O Eu em Estilhaços: Uma Leitura Psicanalítica do Medo do Colapso


A Arqueologia do Colapso: O Medo de um Trauma Já Vivido

O medo do colapso, de sentir o próprio eu se desfazer, é talvez a angústia mais visceral da contemporaneidade. Em tempos de incerteza, onde valores e crenças se fragmentam, a sensação de uma ruína psíquica iminente nos assombra. A psicanálise, no entanto, nos oferece uma perspectiva radical e transformadora: e se esse medo não for uma premonição do futuro, mas o eco de um passado que nunca pôde ser verdadeiramente vivido?

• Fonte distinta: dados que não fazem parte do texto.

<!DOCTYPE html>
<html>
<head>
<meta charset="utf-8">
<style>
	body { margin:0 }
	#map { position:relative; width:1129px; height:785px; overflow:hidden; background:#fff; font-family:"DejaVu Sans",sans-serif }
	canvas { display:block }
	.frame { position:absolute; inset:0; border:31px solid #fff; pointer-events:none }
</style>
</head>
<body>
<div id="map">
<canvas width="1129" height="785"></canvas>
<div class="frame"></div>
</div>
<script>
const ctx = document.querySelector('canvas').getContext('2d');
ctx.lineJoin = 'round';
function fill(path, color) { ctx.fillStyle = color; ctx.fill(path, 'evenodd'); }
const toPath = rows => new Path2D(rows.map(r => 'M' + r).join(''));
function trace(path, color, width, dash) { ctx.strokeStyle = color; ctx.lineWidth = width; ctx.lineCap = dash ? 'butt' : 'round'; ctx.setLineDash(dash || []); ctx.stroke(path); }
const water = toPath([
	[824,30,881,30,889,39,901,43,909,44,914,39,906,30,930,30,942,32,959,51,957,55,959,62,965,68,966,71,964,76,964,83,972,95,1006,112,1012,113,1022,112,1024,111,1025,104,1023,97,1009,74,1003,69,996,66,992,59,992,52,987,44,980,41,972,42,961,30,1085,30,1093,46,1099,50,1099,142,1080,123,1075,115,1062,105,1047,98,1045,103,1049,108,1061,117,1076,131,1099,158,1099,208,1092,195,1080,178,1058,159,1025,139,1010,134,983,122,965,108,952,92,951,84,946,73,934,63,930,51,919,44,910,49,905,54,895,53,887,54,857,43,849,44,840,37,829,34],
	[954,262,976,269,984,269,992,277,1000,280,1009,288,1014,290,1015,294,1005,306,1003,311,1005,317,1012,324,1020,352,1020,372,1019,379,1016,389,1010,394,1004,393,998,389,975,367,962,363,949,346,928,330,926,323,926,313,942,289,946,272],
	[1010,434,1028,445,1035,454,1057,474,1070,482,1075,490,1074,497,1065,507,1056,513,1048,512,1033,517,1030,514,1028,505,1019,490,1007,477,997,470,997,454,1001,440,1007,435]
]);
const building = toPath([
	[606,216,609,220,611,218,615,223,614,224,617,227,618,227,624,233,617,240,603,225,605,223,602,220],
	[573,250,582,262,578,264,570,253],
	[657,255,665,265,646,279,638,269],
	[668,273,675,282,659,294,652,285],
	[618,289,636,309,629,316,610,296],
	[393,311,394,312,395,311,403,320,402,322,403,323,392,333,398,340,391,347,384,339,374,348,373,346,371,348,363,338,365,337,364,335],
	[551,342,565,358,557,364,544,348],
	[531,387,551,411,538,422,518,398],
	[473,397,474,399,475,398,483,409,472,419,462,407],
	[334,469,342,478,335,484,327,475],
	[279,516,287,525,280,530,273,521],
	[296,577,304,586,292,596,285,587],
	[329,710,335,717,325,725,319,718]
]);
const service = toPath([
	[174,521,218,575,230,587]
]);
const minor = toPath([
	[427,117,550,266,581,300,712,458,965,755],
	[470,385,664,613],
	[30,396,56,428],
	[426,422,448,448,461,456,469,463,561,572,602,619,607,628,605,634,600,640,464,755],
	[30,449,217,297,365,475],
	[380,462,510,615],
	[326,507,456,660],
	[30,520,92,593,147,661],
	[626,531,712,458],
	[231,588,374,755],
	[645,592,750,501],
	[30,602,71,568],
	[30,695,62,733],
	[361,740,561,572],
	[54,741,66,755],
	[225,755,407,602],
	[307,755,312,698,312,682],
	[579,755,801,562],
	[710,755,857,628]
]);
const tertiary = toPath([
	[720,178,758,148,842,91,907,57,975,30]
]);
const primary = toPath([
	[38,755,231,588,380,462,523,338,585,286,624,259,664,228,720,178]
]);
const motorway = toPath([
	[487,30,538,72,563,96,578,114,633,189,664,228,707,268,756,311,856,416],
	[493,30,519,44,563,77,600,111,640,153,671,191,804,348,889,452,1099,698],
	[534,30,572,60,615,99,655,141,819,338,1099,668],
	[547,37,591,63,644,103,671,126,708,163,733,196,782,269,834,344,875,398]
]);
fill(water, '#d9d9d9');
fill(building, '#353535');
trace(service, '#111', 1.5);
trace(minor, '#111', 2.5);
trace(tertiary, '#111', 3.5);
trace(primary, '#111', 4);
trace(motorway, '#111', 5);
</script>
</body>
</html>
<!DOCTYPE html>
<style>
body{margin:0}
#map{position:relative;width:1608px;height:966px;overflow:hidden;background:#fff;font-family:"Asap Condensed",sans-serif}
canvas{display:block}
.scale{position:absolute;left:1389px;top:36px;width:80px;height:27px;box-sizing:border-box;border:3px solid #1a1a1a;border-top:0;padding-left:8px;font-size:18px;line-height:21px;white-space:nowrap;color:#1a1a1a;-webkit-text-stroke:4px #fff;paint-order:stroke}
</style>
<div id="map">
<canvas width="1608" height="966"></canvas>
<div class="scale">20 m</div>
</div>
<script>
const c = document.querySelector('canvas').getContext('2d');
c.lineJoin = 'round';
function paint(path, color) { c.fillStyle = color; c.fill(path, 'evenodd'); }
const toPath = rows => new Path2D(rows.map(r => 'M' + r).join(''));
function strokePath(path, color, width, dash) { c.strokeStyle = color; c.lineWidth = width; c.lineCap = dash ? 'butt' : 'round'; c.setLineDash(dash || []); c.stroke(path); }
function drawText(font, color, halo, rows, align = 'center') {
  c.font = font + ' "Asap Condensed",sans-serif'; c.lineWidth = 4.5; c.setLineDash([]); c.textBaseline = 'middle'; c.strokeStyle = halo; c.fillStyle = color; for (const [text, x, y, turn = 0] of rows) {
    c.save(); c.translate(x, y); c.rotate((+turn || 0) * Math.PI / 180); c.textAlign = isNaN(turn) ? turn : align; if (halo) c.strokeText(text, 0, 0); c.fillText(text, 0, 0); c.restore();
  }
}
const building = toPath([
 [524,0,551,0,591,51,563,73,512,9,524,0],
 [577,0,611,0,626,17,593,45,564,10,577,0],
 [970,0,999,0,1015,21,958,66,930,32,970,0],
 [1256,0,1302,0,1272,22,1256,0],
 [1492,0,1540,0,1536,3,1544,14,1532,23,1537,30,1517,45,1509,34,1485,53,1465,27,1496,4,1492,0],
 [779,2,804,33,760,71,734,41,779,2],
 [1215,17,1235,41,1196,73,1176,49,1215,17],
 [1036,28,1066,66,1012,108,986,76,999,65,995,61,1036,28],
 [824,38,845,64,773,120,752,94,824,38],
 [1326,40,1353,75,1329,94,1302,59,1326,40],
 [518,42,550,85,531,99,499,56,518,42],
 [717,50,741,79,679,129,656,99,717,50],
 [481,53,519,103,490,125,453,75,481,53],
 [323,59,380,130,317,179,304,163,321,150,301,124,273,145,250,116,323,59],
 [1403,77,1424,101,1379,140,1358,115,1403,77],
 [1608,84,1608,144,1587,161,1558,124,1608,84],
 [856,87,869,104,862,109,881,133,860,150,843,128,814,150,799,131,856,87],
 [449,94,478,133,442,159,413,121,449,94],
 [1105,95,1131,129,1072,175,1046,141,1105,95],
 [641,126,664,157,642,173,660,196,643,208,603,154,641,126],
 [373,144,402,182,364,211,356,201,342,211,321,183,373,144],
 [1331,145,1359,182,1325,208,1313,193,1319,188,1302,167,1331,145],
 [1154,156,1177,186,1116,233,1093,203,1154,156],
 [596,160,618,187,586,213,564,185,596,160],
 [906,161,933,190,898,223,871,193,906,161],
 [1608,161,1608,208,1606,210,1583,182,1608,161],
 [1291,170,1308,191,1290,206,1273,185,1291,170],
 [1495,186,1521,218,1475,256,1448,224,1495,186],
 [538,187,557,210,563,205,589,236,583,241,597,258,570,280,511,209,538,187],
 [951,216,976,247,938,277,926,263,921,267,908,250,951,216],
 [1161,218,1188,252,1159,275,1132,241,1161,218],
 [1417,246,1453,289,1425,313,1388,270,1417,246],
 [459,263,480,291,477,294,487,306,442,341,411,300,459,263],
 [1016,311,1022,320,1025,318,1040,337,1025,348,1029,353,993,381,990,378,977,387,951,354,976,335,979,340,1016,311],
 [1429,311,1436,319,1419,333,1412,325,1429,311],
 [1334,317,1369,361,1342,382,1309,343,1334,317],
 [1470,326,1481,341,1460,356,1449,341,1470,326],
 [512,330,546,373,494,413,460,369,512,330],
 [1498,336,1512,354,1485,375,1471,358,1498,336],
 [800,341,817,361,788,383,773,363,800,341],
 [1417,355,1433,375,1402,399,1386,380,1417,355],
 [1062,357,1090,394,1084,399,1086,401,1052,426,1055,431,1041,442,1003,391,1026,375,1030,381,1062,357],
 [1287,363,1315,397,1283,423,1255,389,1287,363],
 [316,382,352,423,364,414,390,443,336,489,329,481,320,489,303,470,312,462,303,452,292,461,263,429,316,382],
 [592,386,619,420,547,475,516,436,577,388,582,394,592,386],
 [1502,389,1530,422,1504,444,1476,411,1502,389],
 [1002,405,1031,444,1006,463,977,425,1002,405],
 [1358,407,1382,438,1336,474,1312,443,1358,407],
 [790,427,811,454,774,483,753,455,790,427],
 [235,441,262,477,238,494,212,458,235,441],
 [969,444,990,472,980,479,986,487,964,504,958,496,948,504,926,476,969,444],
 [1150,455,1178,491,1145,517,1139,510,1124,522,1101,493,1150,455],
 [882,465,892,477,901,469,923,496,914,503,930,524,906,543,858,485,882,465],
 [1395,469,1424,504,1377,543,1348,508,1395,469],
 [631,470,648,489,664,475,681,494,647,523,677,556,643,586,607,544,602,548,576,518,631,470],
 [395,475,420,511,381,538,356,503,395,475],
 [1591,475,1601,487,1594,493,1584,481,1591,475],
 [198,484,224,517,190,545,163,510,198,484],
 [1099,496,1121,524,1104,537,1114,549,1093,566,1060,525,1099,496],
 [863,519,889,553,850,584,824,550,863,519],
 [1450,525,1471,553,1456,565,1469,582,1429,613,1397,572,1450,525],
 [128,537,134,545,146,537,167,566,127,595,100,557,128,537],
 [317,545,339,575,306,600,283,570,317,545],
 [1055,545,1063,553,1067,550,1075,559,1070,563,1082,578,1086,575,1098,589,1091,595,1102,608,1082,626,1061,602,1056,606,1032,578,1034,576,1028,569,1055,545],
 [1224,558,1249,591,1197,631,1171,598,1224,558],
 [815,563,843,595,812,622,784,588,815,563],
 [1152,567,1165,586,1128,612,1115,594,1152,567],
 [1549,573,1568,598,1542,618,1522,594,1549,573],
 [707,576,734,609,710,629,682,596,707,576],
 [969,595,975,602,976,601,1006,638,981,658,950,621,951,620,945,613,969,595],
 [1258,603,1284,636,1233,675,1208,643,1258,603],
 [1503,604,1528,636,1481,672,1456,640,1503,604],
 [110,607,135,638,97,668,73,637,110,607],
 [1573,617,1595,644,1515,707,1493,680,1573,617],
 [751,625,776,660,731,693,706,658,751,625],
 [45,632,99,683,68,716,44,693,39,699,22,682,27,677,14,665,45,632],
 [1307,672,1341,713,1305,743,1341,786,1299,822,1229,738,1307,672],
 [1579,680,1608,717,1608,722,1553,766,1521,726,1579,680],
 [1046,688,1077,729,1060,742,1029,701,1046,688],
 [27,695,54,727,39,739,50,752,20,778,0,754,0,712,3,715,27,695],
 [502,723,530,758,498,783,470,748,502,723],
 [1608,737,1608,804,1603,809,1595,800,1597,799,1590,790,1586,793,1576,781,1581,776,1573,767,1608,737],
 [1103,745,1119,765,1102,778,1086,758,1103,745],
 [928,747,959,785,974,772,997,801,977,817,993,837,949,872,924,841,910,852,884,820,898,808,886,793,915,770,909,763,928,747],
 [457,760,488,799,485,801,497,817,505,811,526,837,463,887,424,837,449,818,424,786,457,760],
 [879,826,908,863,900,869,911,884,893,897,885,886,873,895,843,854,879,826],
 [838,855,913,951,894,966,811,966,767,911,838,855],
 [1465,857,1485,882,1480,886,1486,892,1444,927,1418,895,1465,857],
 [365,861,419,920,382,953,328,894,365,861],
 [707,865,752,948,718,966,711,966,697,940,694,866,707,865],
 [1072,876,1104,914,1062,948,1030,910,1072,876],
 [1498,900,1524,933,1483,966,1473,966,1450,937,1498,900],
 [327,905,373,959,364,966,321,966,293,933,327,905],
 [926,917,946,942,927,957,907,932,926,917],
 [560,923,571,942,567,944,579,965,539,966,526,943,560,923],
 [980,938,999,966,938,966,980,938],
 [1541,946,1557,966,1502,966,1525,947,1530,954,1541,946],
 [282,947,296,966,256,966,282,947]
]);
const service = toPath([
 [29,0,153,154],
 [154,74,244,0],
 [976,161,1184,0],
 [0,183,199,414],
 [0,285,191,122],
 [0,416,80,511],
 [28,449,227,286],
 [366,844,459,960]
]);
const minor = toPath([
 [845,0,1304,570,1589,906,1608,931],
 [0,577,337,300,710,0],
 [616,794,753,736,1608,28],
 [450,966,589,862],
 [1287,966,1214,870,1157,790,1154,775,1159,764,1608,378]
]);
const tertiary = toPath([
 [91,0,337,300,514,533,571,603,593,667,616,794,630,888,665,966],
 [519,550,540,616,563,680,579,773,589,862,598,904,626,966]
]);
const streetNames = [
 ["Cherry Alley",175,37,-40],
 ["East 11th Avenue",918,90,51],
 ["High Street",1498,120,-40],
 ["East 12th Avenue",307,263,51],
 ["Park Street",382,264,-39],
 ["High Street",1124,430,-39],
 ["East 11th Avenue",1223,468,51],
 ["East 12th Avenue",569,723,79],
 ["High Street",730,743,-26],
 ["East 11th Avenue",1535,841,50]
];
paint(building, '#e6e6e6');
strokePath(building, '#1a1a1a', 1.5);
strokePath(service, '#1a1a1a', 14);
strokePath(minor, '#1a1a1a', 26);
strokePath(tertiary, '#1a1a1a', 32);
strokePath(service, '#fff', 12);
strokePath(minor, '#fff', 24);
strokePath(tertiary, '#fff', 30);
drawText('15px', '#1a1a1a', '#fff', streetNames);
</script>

A máxima latina “Timendi causa est nescire” (A ignorância é a causa do medo) serve de guia. O pavor floresce no desconhecimento. Aprofundando a pesquisa na obra do psicanalista D.W. Winnicott, entendemos que o medo do colapso é, precisamente, o medo de um trauma que já aconteceu em um momento precoce do desenvolvimento, mas que o ego imaturo não teve condições de processar. Winnicott chama essa experiência de “agonia primitiva”: uma falha ambiental grave no início da vida (desamparo, ausência) foi sentida como uma ameaça de aniquilação. Incapaz de simbolizar esse horror, o bebê encapsulou a agonia e construiu uma vida inteira de defesas ao redor dela. O medo do colapso, portanto, é o terror de que essas defesas se rompam e que sejamos forçados a, finalmente, experienciar a queda que ficou congelada no tempo.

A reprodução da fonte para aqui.